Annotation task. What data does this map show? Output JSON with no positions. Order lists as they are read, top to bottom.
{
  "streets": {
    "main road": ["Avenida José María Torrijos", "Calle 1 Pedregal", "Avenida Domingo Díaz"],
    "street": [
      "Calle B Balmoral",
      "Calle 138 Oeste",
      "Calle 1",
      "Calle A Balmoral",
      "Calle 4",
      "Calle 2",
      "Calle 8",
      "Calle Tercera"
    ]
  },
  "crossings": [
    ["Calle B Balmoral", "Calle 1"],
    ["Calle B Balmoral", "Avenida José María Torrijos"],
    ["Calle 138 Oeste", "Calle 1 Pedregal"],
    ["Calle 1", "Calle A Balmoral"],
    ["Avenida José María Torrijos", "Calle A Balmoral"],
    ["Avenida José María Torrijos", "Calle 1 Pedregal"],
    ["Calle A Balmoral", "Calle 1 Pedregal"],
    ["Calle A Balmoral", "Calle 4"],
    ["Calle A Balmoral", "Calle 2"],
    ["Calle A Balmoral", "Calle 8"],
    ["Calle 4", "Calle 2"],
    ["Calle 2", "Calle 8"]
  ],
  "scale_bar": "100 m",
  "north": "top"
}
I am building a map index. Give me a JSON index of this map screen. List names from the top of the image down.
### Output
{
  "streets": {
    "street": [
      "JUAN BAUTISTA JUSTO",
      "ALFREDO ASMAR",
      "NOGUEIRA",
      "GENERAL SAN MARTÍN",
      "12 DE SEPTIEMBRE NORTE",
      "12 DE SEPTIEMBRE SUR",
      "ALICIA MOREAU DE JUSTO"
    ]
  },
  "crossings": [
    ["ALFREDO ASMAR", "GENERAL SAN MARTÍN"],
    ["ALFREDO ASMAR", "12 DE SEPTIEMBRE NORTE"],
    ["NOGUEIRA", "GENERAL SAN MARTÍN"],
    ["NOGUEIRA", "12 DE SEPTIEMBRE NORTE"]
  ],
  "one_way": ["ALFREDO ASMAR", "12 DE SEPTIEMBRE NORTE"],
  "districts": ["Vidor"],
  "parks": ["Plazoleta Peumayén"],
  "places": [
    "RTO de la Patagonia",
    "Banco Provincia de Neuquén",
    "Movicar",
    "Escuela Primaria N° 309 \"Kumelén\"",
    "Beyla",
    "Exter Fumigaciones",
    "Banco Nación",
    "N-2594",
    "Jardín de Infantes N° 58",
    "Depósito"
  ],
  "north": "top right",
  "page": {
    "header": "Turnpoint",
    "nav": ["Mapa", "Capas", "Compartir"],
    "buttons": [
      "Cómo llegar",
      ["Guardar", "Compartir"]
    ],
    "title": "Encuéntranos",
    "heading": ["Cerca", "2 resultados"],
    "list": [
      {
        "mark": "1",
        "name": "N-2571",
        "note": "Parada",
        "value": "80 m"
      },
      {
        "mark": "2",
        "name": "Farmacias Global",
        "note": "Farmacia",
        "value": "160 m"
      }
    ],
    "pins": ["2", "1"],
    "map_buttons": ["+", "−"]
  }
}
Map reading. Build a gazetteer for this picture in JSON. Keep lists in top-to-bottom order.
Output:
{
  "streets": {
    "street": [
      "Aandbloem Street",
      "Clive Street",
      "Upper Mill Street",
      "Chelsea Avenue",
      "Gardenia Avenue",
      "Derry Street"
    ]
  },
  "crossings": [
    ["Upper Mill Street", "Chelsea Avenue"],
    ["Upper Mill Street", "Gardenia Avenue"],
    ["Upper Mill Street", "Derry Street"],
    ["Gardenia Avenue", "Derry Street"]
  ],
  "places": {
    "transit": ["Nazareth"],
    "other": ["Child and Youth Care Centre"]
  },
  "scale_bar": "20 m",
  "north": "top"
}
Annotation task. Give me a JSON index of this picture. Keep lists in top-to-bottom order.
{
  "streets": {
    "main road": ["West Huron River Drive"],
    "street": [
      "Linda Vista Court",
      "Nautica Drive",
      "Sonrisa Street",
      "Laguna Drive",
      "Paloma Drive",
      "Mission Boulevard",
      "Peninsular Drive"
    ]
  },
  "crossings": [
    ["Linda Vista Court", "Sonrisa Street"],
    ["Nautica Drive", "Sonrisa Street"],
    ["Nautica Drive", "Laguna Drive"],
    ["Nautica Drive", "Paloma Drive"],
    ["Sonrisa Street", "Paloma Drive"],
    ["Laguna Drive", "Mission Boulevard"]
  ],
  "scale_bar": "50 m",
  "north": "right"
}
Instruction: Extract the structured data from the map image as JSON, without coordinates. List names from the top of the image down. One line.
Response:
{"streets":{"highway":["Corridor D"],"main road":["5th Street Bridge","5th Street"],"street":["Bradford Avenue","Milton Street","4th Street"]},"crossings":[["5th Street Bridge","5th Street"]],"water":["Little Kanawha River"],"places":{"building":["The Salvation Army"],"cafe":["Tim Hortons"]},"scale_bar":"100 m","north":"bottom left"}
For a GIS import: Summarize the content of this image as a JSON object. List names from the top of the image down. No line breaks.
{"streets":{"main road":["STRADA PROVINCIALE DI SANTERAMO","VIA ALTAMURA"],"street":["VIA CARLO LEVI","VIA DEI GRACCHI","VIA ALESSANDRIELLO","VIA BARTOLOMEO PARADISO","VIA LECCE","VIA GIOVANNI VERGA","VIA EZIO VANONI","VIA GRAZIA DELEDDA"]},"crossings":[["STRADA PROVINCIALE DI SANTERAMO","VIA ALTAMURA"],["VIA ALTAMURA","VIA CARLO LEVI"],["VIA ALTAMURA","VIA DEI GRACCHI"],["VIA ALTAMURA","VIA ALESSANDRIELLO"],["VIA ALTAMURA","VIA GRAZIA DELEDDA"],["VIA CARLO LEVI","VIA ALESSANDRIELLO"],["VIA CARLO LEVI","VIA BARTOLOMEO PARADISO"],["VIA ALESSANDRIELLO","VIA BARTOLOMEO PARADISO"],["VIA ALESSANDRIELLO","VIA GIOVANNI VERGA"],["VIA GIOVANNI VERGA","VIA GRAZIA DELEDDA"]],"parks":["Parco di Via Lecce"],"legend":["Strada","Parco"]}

_TASK ITEM_
Restate the listing word for word, but only from its first line through the line with "I am building", keeping both end lines.

_THE COMPLETED TASK_
Annotation task. What data does this map show? Output JSON with no positions. Order lists as they are read, top to bottom.
{
  "streets": {
    "main road": ["Avenida José María Torrijos", "Calle 1 Pedregal", "Avenida Domingo Díaz"],
    "street": [
      "Calle B Balmoral",
      "Calle 138 Oeste",
      "Calle 1",
      "Calle A Balmoral",
      "Calle 4",
      "Calle 2",
      "Calle 8",
      "Calle Tercera"
    ]
  },
  "crossings": [
    ["Calle B Balmoral", "Calle 1"],
    ["Calle B Balmoral", "Avenida José María Torrijos"],
    ["Calle 138 Oeste", "Calle 1 Pedregal"],
    ["Calle 1", "Calle A Balmoral"],
    ["Avenida José María Torrijos", "Calle A Balmoral"],
    ["Avenida José María Torrijos", "Calle 1 Pedregal"],
    ["Calle A Balmoral", "Calle 1 Pedregal"],
    ["Calle A Balmoral", "Calle 4"],
    ["Calle A Balmoral", "Calle 2"],
    ["Calle A Balmoral", "Calle 8"],
    ["Calle 4", "Calle 2"],
    ["Calle 2", "Calle 8"]
  ],
  "scale_bar": "100 m",
  "north": "top"
}
I am building a map index. Give me a JSON index of this map screen. List names from the top of the image down.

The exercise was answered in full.